On dirait que les Francs avaient voulu attendre les résultats de la dernière tentative faite pour conserver en Gaule un gouvernement romain. Lorsqu'il fut avéré que les empereurs improvisés dans le Nord étaient au-dessous de leur tâche, alors seulement ils commencèrent à reconnaître que c'en était fait de l'Empire, et à s'adjuger ses dépouilles. Trèves, une première fois éprouvée par l'invasion de 406, tomba entre leurs mains en 413[201]. Un chroniqueur du septième siècle raconte qu'elle leur fut livrée par un grand seigneur nommé Lucius, qui voulait venger l'honneur de sa femme indignement outragée par l'empereur Avitus[202]; mais il n'est nul besoin de cette historiette équivoque pour expliquer la chute de la Rome du Nord.

[201] Treverorum civitas a Francis direpta incensaque est secunda inruptione. Renatus Profuturus Frigeridus, dans Grégoire de Tours, II, 9.

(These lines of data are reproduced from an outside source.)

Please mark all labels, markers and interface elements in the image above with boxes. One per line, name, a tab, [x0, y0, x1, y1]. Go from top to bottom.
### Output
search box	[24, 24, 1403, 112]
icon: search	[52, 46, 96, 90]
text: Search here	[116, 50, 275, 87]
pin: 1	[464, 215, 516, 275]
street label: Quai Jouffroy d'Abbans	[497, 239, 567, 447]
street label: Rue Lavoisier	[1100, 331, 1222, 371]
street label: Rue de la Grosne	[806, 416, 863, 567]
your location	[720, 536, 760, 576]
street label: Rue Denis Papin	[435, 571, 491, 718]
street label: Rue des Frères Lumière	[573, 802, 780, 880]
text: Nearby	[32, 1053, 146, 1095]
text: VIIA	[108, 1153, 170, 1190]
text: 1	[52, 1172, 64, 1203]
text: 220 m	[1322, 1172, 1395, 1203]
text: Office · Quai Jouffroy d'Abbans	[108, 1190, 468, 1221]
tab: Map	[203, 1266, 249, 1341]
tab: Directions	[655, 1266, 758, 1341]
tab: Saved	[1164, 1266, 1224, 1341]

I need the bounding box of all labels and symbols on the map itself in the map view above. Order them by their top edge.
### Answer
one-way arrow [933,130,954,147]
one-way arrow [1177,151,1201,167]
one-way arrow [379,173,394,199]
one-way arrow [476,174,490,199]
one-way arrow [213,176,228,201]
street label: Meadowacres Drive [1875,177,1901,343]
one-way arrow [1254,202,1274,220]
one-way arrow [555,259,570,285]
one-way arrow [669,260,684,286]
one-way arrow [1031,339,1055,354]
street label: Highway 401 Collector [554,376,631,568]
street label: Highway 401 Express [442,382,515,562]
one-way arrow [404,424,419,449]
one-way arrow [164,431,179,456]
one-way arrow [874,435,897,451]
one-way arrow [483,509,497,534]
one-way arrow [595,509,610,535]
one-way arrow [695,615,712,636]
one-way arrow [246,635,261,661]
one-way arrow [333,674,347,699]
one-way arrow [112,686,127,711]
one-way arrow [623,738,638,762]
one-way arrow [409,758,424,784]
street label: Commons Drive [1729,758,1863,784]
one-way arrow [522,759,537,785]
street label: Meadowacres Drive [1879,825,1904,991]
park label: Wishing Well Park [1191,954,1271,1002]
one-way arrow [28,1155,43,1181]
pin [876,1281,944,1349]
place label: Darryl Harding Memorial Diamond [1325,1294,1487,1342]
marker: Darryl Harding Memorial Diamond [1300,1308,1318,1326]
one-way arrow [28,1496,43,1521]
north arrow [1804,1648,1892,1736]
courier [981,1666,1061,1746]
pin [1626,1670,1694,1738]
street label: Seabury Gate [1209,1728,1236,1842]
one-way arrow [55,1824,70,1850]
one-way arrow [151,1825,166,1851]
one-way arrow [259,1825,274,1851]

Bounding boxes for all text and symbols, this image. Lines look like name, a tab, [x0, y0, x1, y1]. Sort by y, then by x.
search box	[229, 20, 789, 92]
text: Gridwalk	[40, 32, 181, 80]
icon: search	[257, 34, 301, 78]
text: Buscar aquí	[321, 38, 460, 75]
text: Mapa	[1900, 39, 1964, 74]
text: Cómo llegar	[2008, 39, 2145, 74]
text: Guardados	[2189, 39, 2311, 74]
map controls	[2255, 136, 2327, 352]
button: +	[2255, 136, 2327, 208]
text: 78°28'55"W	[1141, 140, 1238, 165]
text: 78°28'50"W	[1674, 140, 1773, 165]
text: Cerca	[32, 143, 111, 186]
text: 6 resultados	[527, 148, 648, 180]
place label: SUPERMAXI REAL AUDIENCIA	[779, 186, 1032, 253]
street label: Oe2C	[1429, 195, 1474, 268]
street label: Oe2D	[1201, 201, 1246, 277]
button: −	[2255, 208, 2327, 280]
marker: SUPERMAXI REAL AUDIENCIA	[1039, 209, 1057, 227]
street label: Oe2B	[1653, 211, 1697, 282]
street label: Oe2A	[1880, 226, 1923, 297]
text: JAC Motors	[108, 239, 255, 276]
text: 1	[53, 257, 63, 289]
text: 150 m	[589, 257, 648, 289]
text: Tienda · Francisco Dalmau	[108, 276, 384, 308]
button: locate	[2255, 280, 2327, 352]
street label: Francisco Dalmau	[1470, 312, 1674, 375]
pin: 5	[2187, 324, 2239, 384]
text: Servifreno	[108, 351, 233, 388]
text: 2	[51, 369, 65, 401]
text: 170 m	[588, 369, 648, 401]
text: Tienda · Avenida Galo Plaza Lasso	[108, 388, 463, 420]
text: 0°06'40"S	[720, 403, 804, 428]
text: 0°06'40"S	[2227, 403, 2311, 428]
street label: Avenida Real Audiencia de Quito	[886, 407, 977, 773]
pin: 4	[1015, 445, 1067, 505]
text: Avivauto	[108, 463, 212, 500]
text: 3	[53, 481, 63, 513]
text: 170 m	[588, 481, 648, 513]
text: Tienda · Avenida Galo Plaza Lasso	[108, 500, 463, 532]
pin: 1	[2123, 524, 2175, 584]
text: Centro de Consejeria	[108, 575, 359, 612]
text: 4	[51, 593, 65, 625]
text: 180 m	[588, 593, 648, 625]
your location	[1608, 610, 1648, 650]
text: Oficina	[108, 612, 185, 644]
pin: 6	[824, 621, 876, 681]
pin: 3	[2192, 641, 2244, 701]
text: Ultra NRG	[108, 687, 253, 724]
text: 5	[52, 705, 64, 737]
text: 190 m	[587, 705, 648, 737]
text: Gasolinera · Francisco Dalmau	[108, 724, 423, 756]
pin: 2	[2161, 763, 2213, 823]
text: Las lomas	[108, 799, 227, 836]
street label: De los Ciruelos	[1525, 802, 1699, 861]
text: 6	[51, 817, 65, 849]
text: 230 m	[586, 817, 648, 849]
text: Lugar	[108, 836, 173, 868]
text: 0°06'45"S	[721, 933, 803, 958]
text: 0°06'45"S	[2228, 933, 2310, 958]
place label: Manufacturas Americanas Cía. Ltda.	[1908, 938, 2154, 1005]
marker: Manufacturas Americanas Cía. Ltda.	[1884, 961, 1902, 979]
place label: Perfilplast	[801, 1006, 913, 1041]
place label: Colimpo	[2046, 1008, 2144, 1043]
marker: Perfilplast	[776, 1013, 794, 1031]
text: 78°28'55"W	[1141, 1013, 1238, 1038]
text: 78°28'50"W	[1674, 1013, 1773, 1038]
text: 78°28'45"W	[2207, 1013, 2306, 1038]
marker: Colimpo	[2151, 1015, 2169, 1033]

[202] Frédégaire, Chronic., III, 7. Cette légende est évidemment calquée sur celle qui met aux prises, pour une raison analogue, l'empereur Valentinien III et le sénateur Pétrone Maxime. Procope, Bell. Vandal., II, 4.—Au reste, Pétigny, Études etc., I, p. 317 (note) est distrait en attribuant le récit de Frédégaire à un écrivain byzantin et en mettant en cause l'usurpateur Jovin au lieu d'Avitus.